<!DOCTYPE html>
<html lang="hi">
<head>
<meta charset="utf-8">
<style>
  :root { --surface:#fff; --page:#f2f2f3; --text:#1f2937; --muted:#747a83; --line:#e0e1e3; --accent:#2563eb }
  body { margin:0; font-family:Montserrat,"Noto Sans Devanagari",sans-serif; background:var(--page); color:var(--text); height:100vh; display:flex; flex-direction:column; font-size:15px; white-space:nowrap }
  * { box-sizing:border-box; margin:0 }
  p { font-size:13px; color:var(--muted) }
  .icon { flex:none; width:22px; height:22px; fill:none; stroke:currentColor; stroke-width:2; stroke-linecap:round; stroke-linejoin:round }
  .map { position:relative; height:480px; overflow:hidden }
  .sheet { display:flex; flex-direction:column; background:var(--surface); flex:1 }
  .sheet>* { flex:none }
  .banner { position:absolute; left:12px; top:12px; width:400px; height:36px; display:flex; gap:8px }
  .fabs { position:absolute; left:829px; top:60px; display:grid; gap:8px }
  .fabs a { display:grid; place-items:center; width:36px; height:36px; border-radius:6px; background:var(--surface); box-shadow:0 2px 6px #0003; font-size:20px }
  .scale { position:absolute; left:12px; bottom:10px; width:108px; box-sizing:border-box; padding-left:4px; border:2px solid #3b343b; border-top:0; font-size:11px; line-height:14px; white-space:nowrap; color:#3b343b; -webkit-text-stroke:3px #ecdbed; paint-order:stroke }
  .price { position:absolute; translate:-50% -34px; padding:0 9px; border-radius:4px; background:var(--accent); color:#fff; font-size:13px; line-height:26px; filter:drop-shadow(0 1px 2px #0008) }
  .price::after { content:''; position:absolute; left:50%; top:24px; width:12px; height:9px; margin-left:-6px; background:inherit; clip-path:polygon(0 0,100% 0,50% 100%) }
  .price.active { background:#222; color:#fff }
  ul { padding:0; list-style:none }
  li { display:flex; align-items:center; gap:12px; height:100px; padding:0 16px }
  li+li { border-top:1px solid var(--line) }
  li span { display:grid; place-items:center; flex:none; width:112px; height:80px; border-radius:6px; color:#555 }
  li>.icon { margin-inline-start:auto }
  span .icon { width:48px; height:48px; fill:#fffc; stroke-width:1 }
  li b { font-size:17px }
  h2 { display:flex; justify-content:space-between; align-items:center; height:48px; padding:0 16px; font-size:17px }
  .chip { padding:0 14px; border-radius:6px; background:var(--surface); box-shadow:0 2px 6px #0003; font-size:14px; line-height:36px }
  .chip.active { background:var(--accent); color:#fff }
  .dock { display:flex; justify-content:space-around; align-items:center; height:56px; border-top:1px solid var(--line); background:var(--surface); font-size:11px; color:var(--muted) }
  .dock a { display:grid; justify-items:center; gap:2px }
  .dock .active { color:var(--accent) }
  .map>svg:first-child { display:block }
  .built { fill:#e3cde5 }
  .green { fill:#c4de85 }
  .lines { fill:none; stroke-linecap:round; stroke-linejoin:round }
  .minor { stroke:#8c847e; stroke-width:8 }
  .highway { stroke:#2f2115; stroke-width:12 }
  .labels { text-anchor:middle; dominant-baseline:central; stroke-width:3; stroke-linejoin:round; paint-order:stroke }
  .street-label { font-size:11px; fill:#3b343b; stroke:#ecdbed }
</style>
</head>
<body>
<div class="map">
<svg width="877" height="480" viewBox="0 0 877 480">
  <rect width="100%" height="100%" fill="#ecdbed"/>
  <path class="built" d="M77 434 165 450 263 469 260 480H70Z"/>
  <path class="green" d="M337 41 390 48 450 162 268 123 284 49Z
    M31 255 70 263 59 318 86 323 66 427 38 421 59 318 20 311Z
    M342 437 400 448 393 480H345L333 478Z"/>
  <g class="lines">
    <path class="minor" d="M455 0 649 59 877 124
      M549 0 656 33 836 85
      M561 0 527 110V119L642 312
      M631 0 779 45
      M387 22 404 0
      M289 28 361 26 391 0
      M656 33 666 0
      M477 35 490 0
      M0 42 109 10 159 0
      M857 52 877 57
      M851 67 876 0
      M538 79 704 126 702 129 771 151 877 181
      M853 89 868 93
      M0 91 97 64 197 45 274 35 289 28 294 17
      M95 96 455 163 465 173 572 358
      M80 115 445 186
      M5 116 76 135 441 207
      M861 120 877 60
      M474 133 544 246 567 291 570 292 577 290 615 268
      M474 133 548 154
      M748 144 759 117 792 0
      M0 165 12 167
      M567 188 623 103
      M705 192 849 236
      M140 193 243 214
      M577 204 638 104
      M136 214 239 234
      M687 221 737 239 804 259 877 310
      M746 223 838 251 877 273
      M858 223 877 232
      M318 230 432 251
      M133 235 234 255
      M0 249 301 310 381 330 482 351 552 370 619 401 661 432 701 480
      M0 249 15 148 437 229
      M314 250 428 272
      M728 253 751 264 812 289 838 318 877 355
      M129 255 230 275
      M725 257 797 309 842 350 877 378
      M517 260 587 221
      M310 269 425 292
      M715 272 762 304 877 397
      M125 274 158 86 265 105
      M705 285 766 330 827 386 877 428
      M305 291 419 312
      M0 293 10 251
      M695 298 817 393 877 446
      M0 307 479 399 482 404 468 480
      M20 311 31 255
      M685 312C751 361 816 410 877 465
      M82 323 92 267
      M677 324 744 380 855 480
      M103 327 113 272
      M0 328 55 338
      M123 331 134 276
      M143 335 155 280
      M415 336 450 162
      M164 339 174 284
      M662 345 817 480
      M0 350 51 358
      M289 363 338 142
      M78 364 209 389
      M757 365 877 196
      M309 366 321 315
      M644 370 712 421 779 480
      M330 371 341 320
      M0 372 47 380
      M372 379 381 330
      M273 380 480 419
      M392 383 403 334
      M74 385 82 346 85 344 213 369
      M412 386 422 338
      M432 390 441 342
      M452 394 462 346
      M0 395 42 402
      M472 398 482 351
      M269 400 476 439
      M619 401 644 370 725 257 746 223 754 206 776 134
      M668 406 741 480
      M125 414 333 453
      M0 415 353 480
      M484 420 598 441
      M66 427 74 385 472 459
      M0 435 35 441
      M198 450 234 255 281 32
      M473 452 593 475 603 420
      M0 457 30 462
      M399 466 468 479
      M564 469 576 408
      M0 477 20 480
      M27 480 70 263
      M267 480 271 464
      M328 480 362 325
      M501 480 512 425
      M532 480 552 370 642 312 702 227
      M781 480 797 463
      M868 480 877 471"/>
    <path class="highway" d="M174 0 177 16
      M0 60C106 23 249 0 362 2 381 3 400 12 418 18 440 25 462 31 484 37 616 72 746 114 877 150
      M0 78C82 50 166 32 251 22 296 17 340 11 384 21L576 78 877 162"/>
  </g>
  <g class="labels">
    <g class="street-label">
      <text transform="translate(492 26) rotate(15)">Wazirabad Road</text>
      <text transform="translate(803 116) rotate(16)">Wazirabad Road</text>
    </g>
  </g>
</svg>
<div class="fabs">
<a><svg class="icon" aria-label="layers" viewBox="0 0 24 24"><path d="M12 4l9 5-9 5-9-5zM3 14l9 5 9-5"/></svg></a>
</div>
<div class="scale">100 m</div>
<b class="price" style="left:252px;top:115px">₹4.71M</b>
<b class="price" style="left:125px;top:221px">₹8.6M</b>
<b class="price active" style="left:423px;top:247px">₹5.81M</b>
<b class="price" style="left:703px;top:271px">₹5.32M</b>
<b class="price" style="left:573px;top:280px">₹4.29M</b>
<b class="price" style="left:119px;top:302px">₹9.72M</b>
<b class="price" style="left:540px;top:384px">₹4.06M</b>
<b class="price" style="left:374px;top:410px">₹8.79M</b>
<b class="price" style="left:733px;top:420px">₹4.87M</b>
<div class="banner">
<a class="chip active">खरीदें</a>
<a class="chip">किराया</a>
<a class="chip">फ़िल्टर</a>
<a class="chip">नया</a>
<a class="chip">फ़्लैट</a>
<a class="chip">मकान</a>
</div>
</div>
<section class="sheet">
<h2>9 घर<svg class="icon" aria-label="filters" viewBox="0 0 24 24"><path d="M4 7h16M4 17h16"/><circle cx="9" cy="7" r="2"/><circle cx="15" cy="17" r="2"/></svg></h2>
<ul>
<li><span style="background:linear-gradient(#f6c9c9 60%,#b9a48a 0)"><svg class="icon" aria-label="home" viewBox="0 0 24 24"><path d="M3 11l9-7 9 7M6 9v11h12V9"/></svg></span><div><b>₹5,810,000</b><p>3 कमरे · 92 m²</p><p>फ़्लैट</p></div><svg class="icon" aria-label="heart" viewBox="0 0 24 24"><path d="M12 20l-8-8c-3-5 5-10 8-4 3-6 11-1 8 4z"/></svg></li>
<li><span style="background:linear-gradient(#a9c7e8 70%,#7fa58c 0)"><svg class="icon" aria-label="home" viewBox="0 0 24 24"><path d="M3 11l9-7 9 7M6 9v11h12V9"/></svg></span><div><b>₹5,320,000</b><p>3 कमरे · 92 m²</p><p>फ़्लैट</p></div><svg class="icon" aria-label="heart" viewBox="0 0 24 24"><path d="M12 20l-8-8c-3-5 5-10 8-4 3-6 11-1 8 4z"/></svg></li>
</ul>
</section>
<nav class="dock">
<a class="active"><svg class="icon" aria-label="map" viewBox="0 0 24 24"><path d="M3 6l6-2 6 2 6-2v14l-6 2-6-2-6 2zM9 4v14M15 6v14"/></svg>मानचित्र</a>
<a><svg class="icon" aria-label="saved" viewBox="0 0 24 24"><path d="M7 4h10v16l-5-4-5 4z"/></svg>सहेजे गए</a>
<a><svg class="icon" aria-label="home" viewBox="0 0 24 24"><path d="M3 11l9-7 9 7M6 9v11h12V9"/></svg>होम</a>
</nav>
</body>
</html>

──────

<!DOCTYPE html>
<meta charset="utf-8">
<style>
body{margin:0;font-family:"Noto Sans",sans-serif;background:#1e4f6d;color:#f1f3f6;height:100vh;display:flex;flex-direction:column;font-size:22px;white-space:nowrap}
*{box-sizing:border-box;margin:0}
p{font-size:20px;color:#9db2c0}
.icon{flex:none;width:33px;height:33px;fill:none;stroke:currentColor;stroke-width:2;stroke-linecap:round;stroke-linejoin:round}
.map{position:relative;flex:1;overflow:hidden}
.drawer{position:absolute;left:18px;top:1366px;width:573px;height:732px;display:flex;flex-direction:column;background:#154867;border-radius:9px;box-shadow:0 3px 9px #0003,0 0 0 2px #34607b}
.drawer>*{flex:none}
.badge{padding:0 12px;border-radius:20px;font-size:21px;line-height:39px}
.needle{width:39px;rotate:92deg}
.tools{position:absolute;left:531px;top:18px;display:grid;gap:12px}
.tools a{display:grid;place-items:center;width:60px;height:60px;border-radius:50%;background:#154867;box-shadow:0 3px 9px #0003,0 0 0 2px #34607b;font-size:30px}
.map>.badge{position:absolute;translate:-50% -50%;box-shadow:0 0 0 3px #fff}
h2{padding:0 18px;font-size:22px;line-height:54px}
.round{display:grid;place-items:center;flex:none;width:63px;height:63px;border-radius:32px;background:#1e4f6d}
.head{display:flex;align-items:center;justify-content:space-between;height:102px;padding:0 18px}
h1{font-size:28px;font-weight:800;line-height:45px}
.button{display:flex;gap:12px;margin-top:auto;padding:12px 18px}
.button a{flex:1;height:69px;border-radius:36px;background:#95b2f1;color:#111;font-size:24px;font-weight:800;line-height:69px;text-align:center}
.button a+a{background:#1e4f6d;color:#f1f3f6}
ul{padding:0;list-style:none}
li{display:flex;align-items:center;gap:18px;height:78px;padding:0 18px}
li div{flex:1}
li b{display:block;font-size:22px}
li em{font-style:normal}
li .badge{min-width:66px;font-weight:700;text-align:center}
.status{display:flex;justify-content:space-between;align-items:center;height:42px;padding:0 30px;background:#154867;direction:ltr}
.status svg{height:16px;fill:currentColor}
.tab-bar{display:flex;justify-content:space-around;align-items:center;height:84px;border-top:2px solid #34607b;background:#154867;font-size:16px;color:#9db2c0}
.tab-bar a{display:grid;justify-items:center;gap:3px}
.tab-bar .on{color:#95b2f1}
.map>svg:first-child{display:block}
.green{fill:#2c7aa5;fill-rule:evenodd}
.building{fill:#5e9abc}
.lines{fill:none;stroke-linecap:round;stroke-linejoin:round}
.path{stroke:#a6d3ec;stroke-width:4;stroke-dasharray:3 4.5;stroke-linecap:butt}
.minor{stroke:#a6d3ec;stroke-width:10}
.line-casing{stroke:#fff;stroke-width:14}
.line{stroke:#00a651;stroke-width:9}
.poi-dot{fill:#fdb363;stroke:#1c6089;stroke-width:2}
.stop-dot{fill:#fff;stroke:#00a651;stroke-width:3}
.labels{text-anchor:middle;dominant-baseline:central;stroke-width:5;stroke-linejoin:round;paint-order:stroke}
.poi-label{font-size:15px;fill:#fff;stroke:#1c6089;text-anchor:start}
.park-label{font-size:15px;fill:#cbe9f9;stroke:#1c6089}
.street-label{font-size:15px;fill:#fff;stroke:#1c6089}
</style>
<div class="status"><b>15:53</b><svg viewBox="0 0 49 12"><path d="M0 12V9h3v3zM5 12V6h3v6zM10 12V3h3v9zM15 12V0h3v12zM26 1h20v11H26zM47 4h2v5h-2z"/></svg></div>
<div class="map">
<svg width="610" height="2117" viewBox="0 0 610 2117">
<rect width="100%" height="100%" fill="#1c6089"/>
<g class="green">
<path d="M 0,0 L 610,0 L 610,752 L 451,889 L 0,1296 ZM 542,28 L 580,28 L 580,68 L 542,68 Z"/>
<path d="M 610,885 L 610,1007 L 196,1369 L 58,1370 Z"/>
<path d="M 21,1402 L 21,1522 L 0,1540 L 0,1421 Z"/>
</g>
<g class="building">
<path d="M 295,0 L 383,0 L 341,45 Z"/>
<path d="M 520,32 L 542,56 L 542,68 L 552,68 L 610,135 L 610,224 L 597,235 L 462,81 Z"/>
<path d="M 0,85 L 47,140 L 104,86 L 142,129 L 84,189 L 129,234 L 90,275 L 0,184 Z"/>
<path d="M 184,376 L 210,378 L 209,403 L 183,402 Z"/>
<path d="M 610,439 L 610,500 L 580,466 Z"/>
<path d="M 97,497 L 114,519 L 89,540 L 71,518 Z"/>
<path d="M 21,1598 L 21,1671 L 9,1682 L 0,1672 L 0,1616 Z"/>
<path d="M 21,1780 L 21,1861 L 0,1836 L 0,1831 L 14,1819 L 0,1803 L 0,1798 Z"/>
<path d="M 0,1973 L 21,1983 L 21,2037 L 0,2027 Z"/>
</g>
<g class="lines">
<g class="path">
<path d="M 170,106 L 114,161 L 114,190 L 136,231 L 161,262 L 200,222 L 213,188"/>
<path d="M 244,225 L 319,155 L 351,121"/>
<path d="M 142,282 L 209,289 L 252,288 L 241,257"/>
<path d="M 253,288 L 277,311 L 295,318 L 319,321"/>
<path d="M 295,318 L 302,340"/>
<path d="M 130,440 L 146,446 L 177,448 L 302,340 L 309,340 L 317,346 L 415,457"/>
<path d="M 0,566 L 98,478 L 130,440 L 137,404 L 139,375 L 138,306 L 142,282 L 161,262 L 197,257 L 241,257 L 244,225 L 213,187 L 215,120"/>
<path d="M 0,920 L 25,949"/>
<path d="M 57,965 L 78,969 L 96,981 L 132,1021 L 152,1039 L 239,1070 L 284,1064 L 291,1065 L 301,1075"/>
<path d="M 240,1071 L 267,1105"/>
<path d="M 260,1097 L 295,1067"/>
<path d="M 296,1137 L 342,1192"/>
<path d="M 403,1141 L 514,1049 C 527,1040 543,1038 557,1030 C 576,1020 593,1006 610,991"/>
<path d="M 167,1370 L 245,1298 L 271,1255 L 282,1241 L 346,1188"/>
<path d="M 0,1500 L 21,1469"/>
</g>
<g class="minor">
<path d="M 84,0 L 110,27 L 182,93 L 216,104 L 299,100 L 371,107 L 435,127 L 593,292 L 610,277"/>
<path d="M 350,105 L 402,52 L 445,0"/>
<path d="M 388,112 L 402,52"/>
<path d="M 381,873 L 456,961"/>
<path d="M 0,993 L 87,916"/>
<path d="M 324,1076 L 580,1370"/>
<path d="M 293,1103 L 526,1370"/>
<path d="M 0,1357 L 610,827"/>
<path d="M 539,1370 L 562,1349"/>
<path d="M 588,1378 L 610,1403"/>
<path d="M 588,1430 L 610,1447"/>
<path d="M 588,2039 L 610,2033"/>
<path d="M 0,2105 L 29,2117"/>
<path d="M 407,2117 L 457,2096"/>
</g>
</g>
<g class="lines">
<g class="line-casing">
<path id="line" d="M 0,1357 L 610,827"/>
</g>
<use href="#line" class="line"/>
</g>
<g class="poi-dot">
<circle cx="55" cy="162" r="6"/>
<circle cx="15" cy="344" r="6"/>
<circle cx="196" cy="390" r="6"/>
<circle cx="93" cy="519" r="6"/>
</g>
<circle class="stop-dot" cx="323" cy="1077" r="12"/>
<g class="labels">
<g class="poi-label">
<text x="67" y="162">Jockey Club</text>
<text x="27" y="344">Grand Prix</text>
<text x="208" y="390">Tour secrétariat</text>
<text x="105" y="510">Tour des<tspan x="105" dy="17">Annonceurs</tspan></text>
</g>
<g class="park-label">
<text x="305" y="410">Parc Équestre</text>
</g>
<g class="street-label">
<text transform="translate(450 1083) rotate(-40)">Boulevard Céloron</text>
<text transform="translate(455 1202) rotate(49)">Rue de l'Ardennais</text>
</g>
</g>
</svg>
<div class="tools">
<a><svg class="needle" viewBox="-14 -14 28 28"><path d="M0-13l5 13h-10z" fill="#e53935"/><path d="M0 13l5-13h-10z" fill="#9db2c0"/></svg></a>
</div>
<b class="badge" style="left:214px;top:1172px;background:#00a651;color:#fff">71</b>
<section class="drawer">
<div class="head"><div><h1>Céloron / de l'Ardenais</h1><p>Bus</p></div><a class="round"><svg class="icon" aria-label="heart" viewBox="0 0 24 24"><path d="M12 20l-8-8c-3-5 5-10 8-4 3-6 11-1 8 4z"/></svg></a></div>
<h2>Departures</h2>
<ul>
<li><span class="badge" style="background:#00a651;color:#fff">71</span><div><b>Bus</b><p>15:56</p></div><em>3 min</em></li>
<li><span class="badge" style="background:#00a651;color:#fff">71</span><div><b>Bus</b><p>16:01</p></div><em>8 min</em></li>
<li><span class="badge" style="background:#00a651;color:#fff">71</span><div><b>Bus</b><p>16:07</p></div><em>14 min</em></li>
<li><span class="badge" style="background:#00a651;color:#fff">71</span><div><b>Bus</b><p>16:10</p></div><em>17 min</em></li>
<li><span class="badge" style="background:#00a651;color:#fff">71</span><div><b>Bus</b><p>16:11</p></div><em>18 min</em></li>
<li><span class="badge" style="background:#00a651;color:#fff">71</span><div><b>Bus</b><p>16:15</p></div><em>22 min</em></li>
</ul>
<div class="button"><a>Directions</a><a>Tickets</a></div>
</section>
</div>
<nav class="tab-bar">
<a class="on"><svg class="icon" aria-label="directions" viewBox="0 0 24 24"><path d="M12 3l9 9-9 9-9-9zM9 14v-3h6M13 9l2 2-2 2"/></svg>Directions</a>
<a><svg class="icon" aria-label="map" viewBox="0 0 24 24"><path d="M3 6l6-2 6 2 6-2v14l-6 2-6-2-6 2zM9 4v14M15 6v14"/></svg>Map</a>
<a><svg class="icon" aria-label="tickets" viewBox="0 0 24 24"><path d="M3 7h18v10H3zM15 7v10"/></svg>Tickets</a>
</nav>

──────

What to produce – Reproduce exactly, and only, the part of the listing above that begins at the line with "M95 96 455 163 465 173 572 358" and goes on through the line with "M392 383 403 334".

Your solution –
      M95 96 455 163 465 173 572 358
      M80 115 445 186
      M5 116 76 135 441 207
      M861 120 877 60
      M474 133 544 246 567 291 570 292 577 290 615 268
      M474 133 548 154
      M748 144 759 117 792 0
      M0 165 12 167
      M567 188 623 103
      M705 192 849 236
      M140 193 243 214
      M577 204 638 104
      M136 214 239 234
      M687 221 737 239 804 259 877 310
      M746 223 838 251 877 273
      M858 223 877 232
      M318 230 432 251
      M133 235 234 255
      M0 249 301 310 381 330 482 351 552 370 619 401 661 432 701 480
      M0 249 15 148 437 229
      M314 250 428 272
      M728 253 751 264 812 289 838 318 877 355
      M129 255 230 275
      M725 257 797 309 842 350 877 378
      M517 260 587 221
      M310 269 425 292
      M715 272 762 304 877 397
      M125 274 158 86 265 105
      M705 285 766 330 827 386 877 428
      M305 291 419 312
      M0 293 10 251
      M695 298 817 393 877 446
      M0 307 479 399 482 404 468 480
      M20 311 31 255
      M685 312C751 361 816 410 877 465
      M82 323 92 267
      M677 324 744 380 855 480
      M103 327 113 272
      M0 328 55 338
      M123 331 134 276
      M143 335 155 280
      M415 336 450 162
      M164 339 174 284
      M662 345 817 480
      M0 350 51 358
      M289 363 338 142
      M78 364 209 389
      M757 365 877 196
      M309 366 321 315
      M644 370 712 421 779 480
      M330 371 341 320
      M0 372 47 380
      M372 379 381 330
      M273 380 480 419
      M392 383 403 334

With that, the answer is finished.